* **Data for analysis**:
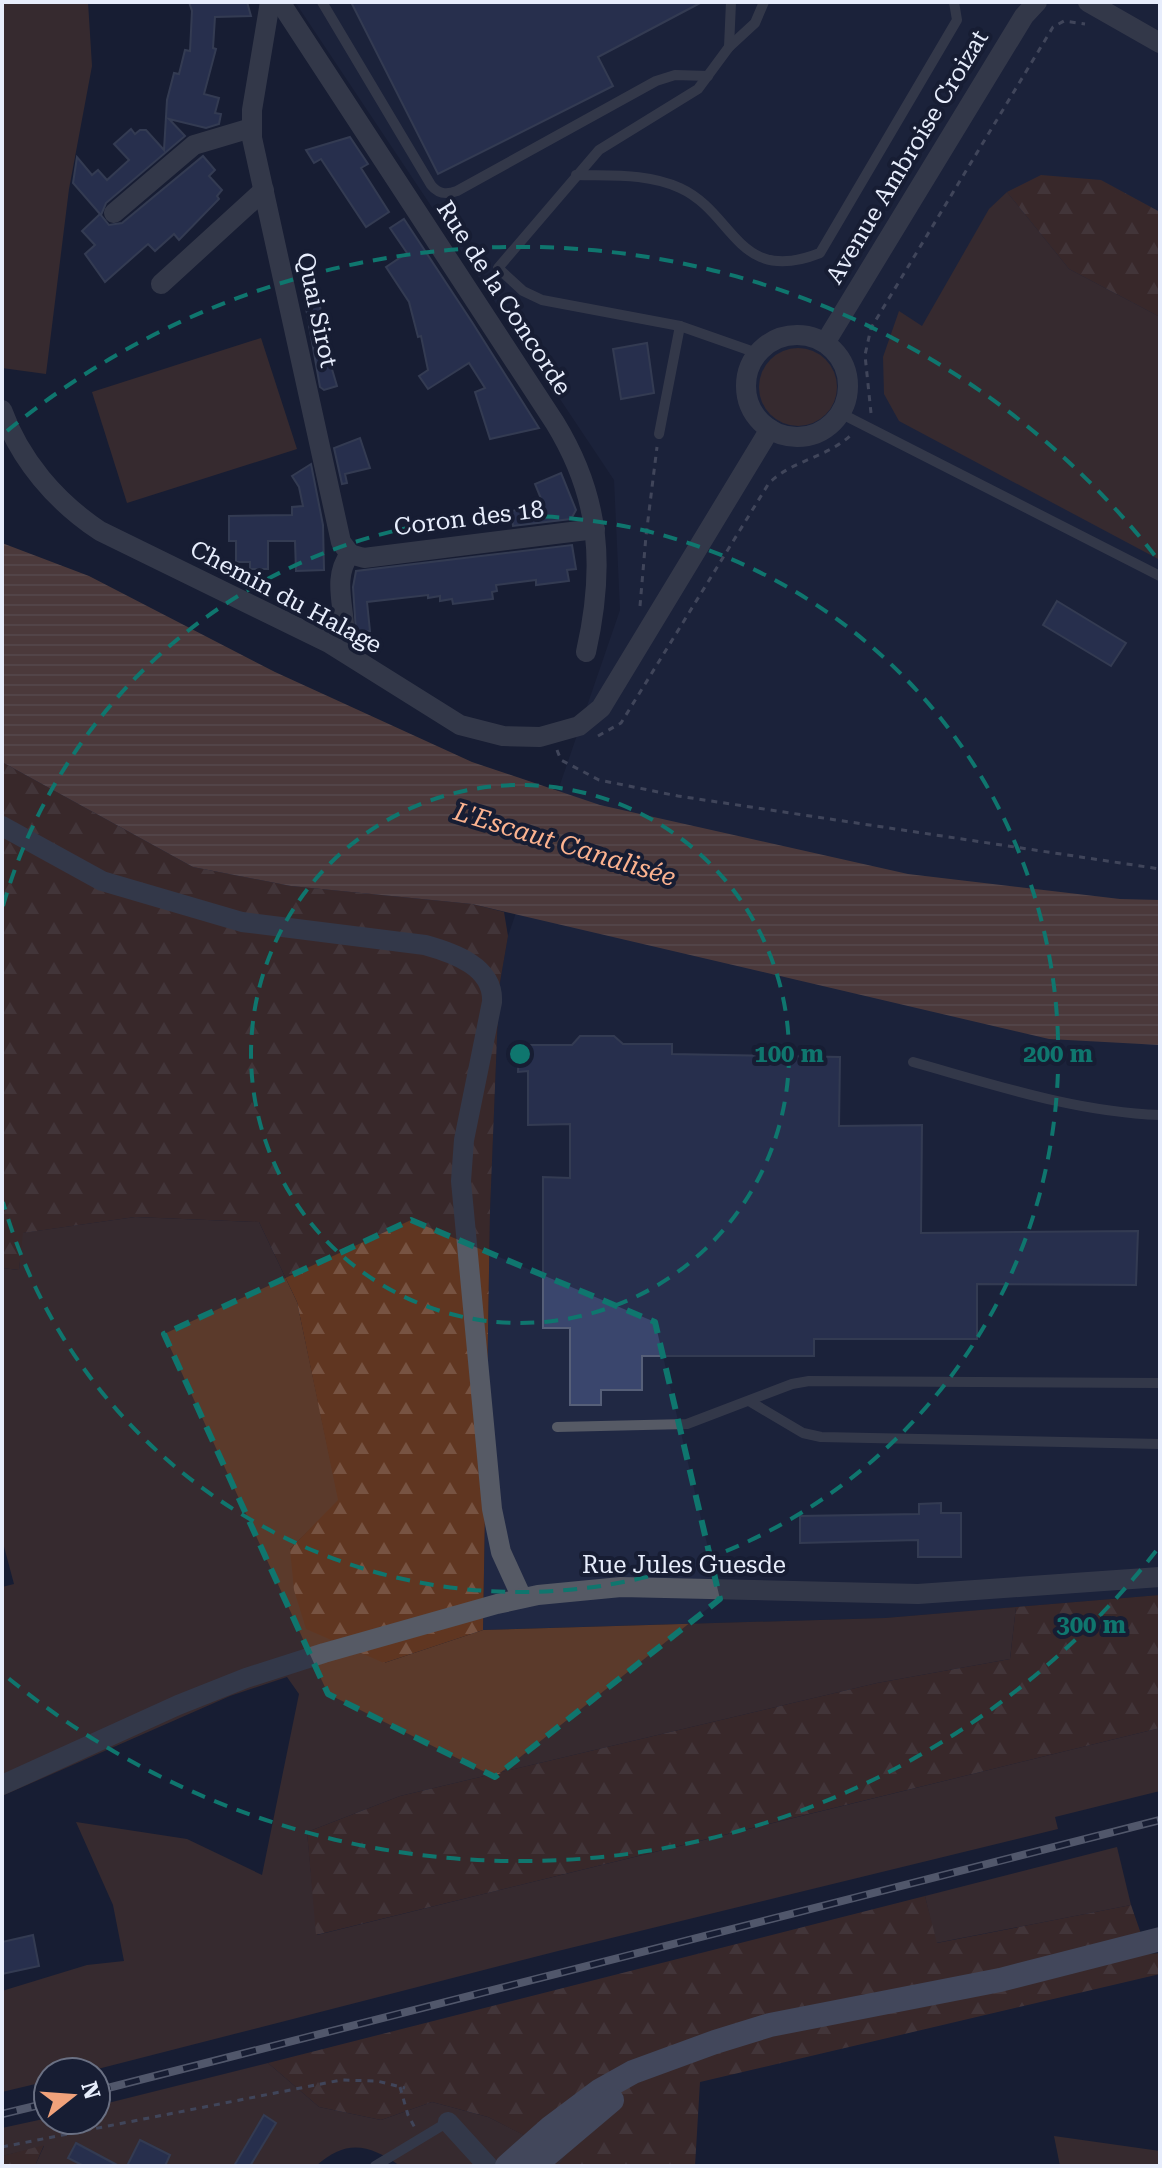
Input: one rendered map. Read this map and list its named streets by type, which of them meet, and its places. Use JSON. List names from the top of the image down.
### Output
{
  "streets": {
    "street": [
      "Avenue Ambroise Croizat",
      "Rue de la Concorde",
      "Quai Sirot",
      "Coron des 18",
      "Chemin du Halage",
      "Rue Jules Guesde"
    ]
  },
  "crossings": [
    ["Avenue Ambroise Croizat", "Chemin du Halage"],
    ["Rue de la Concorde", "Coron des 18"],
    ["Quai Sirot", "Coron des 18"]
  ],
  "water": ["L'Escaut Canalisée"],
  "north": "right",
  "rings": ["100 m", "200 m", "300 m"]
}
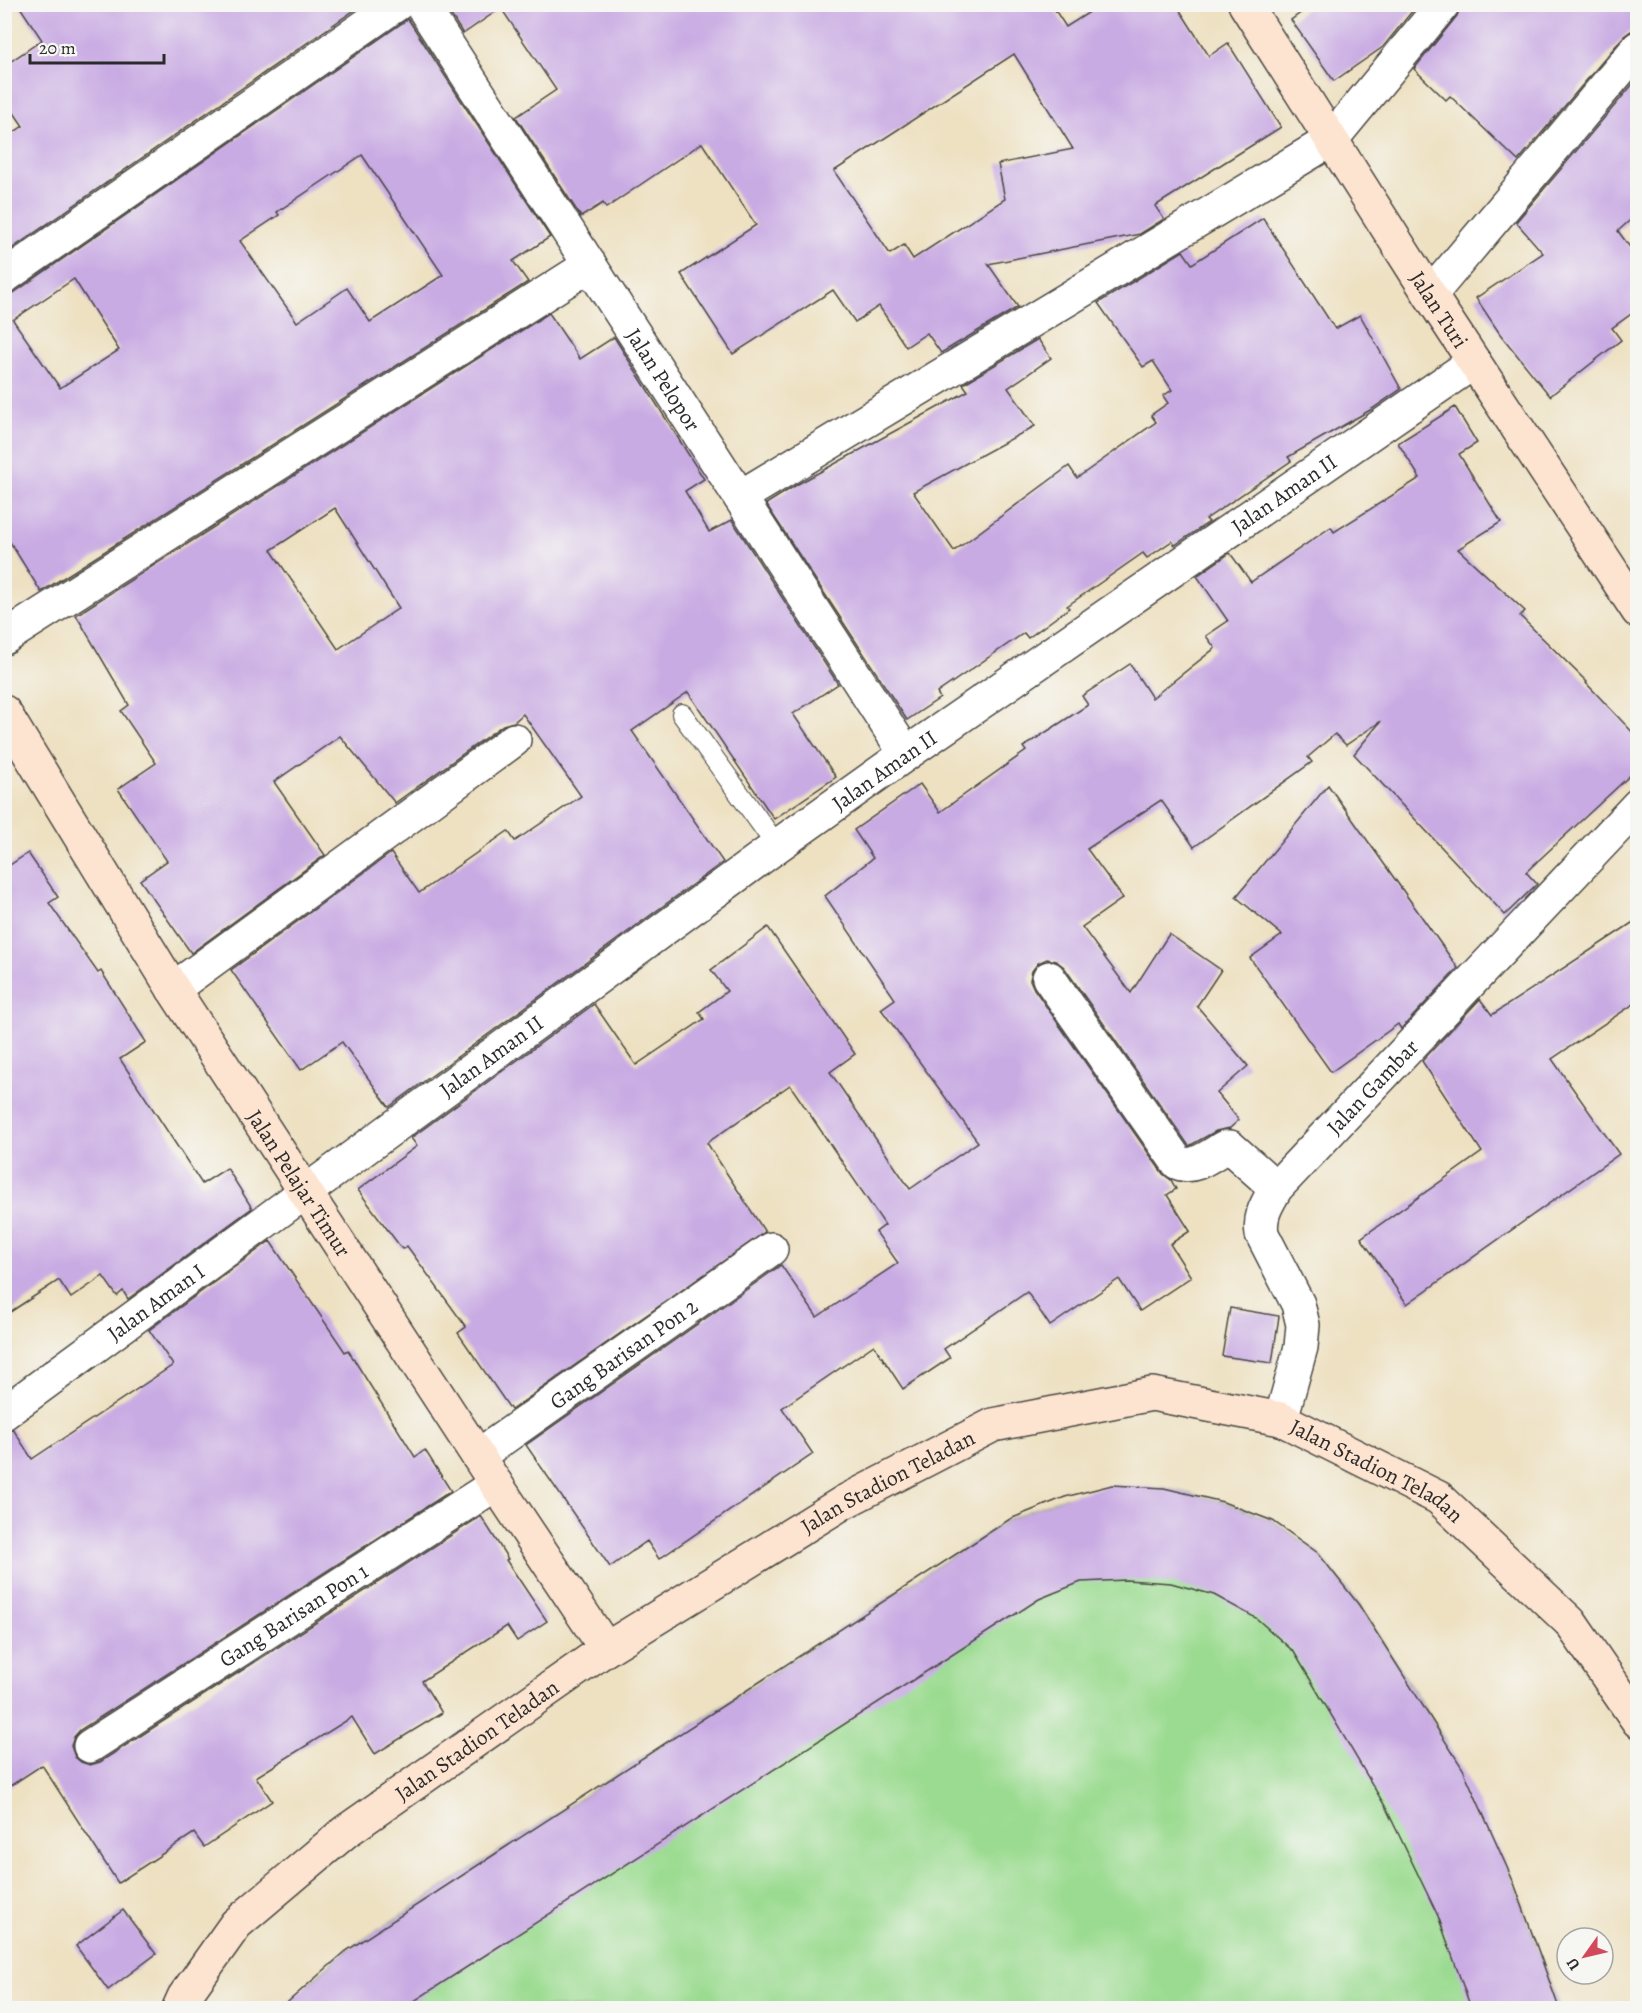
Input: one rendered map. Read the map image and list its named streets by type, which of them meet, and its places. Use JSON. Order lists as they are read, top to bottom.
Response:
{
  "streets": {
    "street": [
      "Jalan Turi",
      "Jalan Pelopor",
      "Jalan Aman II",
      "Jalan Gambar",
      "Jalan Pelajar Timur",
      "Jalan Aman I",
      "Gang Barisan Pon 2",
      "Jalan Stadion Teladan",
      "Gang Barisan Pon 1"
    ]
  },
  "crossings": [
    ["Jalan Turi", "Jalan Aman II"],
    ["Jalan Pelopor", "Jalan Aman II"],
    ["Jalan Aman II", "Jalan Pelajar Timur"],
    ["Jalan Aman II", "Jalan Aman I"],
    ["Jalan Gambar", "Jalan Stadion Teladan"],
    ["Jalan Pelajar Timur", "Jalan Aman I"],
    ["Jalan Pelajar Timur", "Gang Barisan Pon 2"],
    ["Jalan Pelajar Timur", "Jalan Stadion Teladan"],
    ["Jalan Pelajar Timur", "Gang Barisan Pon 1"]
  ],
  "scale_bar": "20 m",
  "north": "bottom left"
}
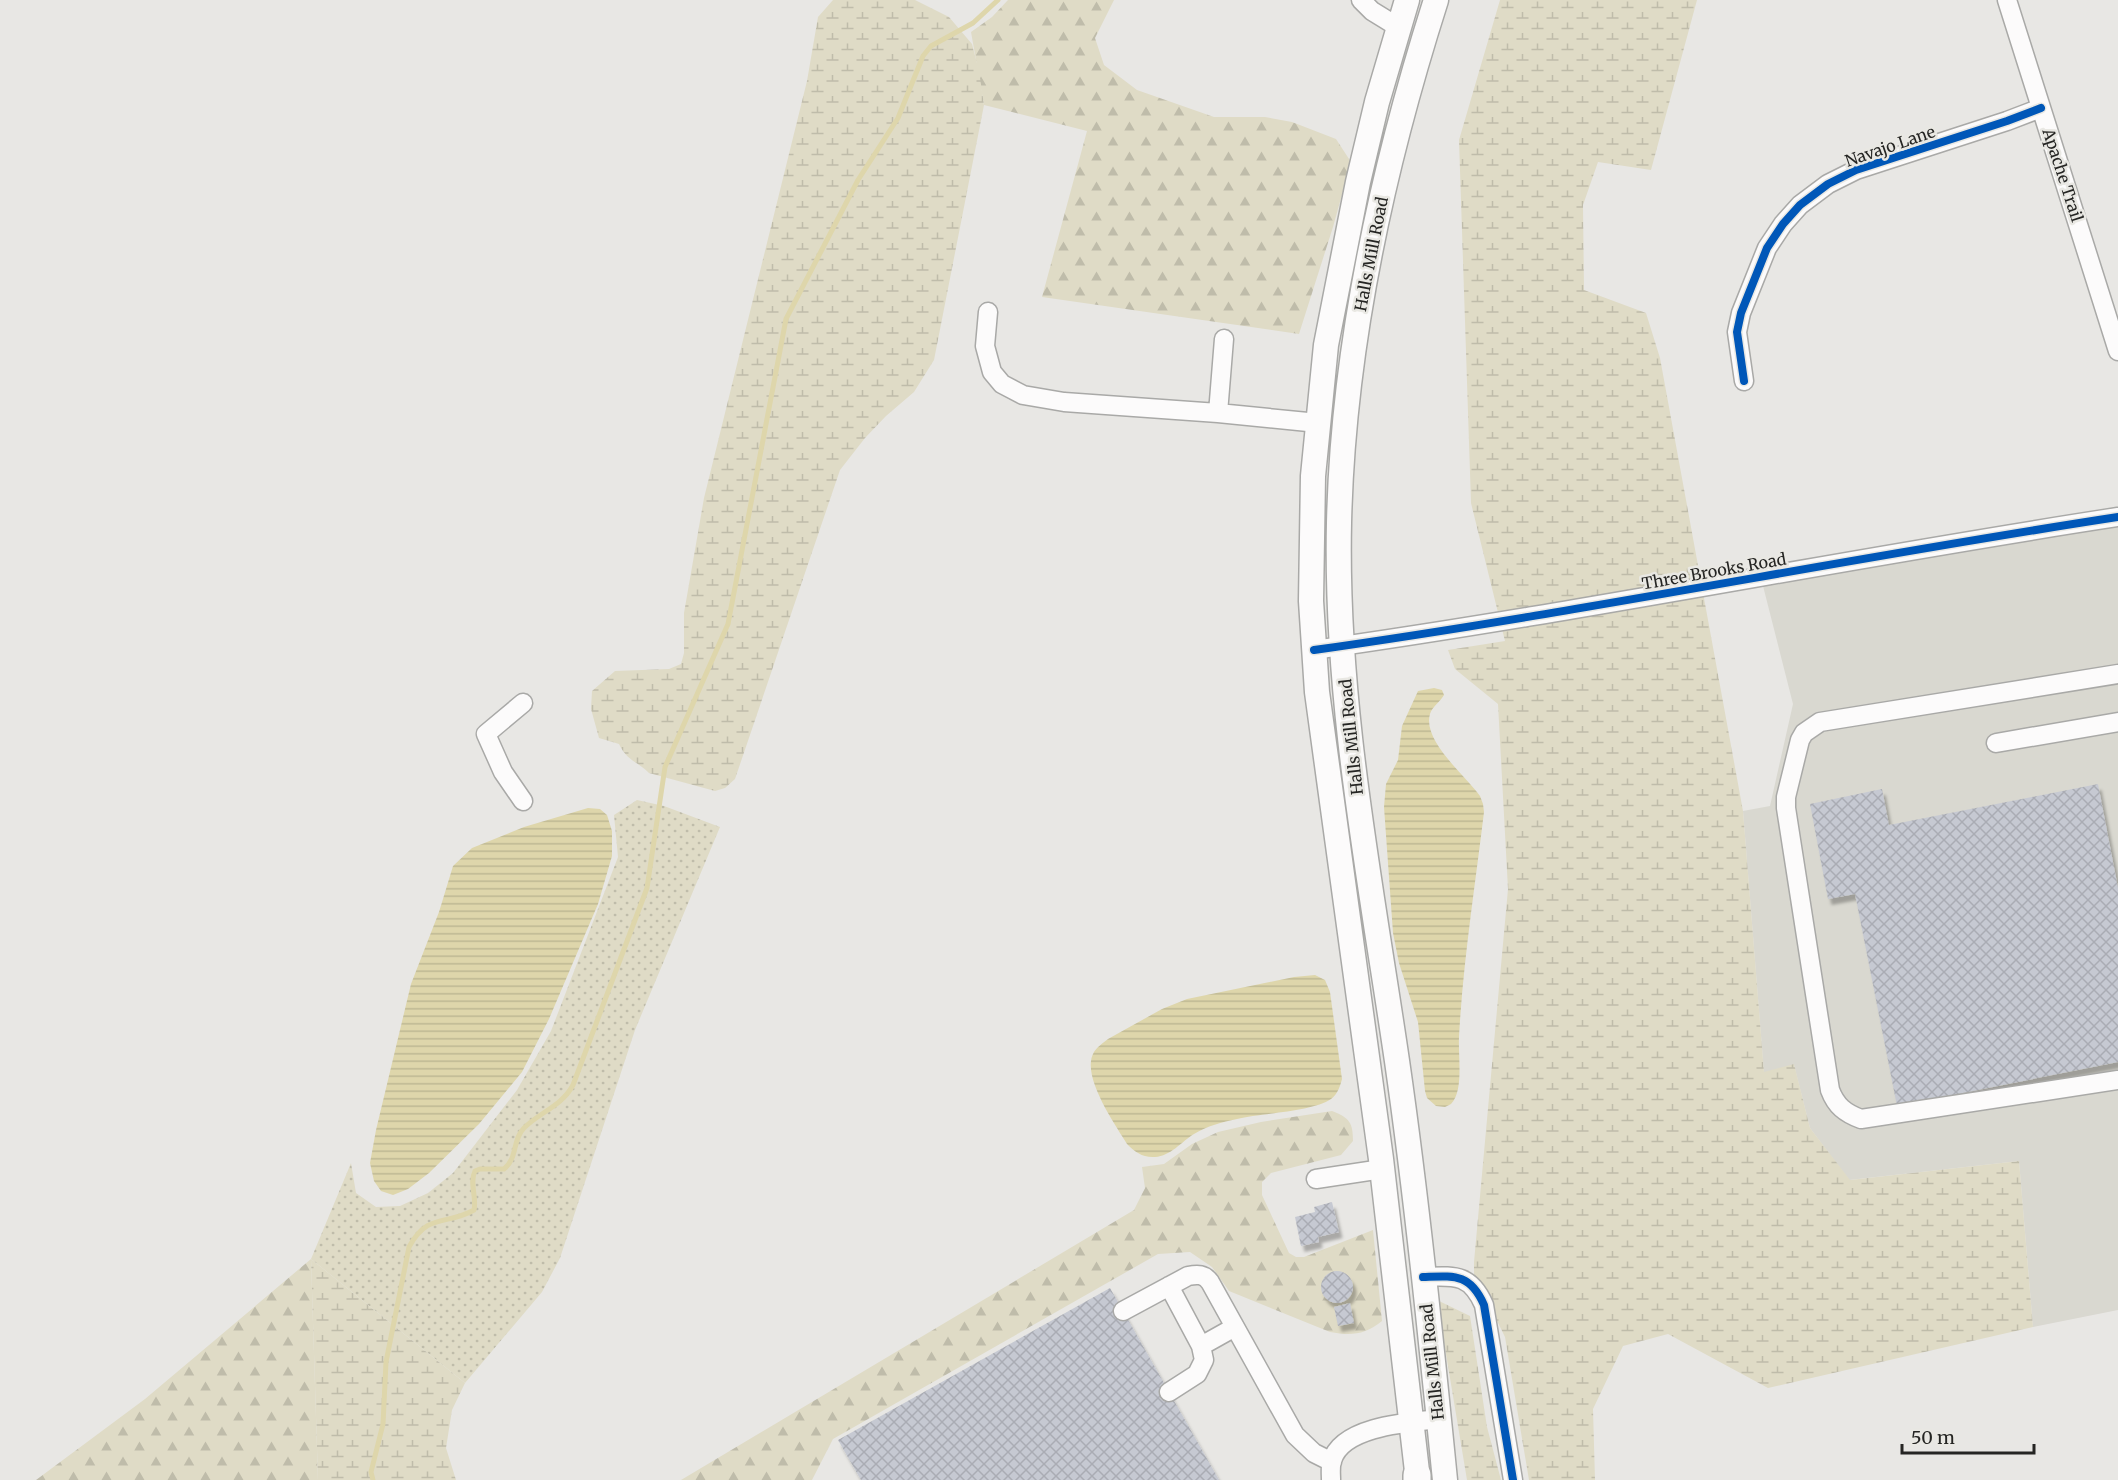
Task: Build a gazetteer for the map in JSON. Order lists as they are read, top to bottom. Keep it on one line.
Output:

* **Goal of the exercise**:
In the copy, keep every line of the data above exactly and drop each picture.

* **Task result**:
Input: one rendered map. Read this map and list its named streets by type, which of them meet, and its places. Use JSON. List names from the top of the image down.
### Output
{
  "streets": {
    "street": [
      "Avenue Ambroise Croizat",
      "Rue de la Concorde",
      "Quai Sirot",
      "Coron des 18",
      "Chemin du Halage",
      "Rue Jules Guesde"
    ]
  },
  "crossings": [
    ["Avenue Ambroise Croizat", "Chemin du Halage"],
    ["Rue de la Concorde", "Coron des 18"],
    ["Quai Sirot", "Coron des 18"]
  ],
  "water": ["L'Escaut Canalisée"],
  "north": "right",
  "rings": ["100 m", "200 m", "300 m"]
}
Input: one rendered map. Read the map image and list its named streets by type, which of them meet, and its places. Use JSON. Order lists as they are read, top to bottom.
Response:
{
  "streets": {
    "street": [
      "Jalan Turi",
      "Jalan Pelopor",
      "Jalan Aman II",
      "Jalan Gambar",
      "Jalan Pelajar Timur",
      "Jalan Aman I",
      "Gang Barisan Pon 2",
      "Jalan Stadion Teladan",
      "Gang Barisan Pon 1"
    ]
  },
  "crossings": [
    ["Jalan Turi", "Jalan Aman II"],
    ["Jalan Pelopor", "Jalan Aman II"],
    ["Jalan Aman II", "Jalan Pelajar Timur"],
    ["Jalan Aman II", "Jalan Aman I"],
    ["Jalan Gambar", "Jalan Stadion Teladan"],
    ["Jalan Pelajar Timur", "Jalan Aman I"],
    ["Jalan Pelajar Timur", "Gang Barisan Pon 2"],
    ["Jalan Pelajar Timur", "Jalan Stadion Teladan"],
    ["Jalan Pelajar Timur", "Gang Barisan Pon 1"]
  ],
  "scale_bar": "20 m",
  "north": "bottom left"
}
Task: Build a gazetteer for the map in JSON. Order lists as they are read, top to bottom. Keep it on one line.
Output:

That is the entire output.